• [Description of the task]
Give back every record exactly, with its pictures left out.

(Collected data)
• • •

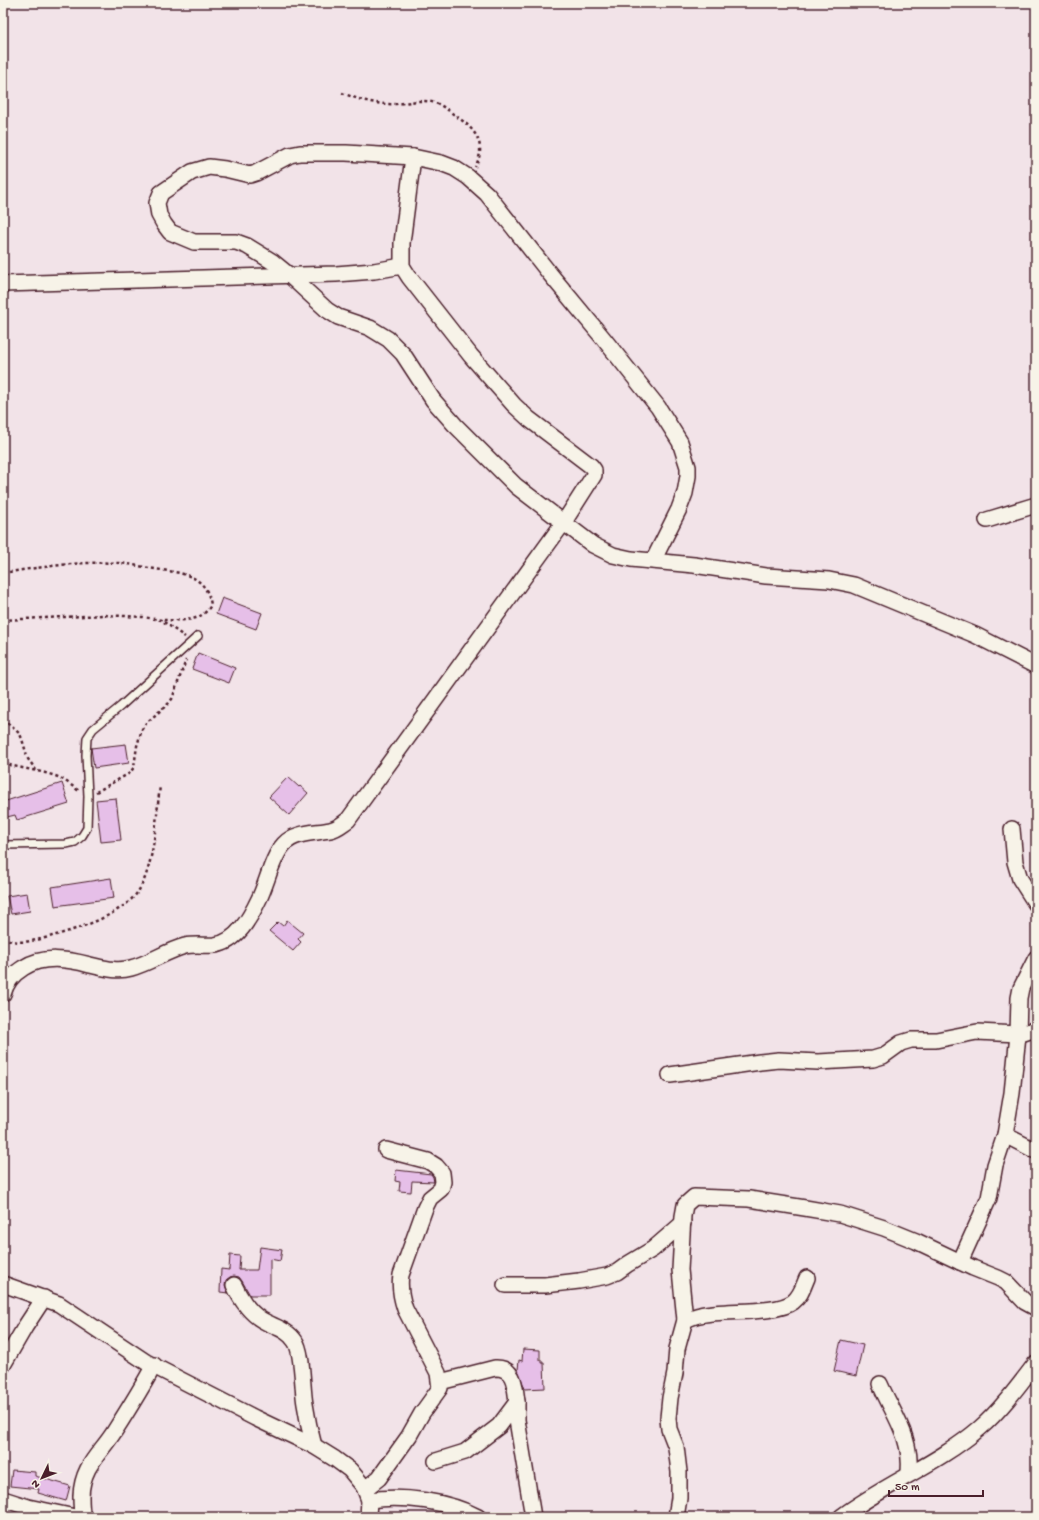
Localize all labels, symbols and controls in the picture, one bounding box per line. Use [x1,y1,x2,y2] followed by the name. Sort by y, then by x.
[22,1458,62,1498] north arrow
[889,1472,983,1498] scale bar
[29,1477,43,1490] text: N
[895,1481,920,1495] text: 50 m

• • •

• [Response area]
Localize all labels, symbols and controls in the picture, one bounding box per line. Use [x1,y1,x2,y2] followed by the name. Sort by y, then by x.
[22,1458,62,1498] north arrow
[889,1472,983,1498] scale bar
[29,1477,43,1490] text: N
[895,1481,920,1495] text: 50 m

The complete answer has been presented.